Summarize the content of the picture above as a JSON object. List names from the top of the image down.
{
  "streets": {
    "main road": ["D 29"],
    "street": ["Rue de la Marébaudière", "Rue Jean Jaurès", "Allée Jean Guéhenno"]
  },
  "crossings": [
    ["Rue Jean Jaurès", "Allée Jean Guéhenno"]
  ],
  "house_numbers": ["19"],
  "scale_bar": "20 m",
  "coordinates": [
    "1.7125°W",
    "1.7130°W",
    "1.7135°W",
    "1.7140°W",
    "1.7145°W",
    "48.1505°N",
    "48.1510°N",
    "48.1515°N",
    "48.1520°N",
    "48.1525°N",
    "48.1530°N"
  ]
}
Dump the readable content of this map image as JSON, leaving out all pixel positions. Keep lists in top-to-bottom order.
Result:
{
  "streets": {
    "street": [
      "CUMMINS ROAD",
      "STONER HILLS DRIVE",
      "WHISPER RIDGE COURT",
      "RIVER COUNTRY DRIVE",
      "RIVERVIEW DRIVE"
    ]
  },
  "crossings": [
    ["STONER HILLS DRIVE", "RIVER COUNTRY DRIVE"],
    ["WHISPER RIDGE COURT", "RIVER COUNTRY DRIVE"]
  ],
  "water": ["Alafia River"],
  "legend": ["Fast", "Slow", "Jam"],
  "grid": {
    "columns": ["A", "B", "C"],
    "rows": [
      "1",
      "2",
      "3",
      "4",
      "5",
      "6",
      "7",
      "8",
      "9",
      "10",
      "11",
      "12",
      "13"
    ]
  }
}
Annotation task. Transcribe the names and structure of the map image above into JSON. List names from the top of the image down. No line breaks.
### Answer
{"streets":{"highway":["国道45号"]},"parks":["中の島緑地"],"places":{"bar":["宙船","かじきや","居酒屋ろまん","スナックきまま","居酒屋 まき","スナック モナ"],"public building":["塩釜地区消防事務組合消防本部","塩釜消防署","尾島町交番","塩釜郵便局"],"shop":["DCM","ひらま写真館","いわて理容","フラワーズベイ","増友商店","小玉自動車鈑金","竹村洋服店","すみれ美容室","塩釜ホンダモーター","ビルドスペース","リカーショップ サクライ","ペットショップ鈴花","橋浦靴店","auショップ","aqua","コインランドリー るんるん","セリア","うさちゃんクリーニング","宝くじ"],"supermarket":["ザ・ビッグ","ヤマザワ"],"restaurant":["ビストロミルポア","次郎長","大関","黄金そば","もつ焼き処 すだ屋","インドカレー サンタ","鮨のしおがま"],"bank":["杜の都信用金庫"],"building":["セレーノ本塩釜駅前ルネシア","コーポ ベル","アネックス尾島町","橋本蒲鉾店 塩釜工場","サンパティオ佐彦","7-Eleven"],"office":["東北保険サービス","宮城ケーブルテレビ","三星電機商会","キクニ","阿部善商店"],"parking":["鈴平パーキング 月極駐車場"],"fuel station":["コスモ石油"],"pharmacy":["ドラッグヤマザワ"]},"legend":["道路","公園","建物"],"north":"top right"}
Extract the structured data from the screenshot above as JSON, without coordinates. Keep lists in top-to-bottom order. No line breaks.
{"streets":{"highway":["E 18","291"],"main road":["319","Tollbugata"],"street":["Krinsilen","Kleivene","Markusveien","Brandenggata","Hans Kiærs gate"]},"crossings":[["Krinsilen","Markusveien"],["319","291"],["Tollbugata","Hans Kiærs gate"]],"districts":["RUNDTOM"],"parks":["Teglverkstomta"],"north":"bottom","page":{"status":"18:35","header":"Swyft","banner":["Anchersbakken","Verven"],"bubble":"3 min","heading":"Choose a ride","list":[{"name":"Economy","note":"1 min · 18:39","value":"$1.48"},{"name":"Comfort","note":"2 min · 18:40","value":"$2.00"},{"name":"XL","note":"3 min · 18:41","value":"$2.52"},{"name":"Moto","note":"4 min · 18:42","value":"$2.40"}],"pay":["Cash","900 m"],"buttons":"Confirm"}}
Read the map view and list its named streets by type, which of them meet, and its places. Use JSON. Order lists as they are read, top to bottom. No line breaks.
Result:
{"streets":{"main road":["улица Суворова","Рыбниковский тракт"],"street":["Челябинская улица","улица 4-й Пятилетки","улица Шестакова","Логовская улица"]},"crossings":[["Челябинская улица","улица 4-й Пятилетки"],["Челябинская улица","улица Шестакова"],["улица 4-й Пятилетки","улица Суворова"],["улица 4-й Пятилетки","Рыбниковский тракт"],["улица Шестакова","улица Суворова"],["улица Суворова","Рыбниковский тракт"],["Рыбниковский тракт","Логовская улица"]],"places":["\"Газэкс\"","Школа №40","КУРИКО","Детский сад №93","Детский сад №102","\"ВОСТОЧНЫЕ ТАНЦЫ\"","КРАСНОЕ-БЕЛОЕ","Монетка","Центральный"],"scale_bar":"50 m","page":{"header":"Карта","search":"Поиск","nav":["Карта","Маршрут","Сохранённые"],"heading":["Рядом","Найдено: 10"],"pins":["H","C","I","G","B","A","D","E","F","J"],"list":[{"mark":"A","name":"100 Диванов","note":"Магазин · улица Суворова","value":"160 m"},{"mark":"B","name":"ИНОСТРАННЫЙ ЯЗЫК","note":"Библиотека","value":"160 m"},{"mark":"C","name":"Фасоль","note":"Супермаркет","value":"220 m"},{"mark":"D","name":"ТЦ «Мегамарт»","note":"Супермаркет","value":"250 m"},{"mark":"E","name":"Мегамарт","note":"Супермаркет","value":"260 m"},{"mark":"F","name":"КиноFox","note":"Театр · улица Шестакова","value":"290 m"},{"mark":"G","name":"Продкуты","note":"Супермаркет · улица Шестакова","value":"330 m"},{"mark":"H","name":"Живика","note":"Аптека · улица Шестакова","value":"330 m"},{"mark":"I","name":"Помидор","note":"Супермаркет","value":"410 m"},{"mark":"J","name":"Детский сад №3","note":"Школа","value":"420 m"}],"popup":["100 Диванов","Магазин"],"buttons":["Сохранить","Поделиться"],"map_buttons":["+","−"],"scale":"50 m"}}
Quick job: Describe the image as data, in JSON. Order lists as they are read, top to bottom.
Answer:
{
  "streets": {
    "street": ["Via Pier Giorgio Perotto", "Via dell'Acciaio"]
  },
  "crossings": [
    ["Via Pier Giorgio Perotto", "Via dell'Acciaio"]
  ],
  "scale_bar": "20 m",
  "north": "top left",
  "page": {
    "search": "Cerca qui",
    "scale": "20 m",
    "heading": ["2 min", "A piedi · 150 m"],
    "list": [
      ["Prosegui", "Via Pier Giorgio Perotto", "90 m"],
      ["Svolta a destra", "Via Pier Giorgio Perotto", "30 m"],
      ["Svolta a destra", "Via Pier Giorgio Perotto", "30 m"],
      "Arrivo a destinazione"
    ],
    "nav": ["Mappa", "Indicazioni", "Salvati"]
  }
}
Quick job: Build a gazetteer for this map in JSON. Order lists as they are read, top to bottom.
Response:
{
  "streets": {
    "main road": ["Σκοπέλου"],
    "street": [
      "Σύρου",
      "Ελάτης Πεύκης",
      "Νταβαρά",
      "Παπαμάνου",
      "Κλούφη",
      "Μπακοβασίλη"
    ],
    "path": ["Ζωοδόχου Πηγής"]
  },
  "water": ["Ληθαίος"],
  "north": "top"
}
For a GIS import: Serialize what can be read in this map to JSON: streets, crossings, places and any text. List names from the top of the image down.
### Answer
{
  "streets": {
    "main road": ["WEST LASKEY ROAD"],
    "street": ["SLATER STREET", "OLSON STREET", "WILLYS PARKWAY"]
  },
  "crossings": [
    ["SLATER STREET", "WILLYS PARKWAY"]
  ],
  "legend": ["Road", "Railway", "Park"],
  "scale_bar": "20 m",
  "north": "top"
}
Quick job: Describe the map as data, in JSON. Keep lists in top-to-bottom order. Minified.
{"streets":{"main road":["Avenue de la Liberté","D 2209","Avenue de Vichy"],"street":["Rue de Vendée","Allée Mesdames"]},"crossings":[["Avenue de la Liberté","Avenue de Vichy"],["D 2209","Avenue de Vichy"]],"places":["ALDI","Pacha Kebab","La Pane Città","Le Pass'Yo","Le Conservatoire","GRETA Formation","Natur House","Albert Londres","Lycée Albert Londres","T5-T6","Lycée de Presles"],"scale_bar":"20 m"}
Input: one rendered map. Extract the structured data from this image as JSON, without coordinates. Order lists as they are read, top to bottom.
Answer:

*-*-*

§ REQUIRED ACTION: Reproduce word for word the material above, starting with the line that has "Quick job: Describe the image" and stopping after the line that has "Quick job: Build".

§ RESULT OF THE EXERCISE:
Quick job: Describe the image as data, in JSON. Order lists as they are read, top to bottom.
Answer:
{
  "streets": {
    "street": ["Via Pier Giorgio Perotto", "Via dell'Acciaio"]
  },
  "crossings": [
    ["Via Pier Giorgio Perotto", "Via dell'Acciaio"]
  ],
  "scale_bar": "20 m",
  "north": "top left",
  "page": {
    "search": "Cerca qui",
    "scale": "20 m",
    "heading": ["2 min", "A piedi · 150 m"],
    "list": [
      ["Prosegui", "Via Pier Giorgio Perotto", "90 m"],
      ["Svolta a destra", "Via Pier Giorgio Perotto", "30 m"],
      ["Svolta a destra", "Via Pier Giorgio Perotto", "30 m"],
      "Arrivo a destinazione"
    ],
    "nav": ["Mappa", "Indicazioni", "Salvati"]
  }
}
Quick job: Build a gazetteer for this map in JSON. Order lists as they are read, top to bottom.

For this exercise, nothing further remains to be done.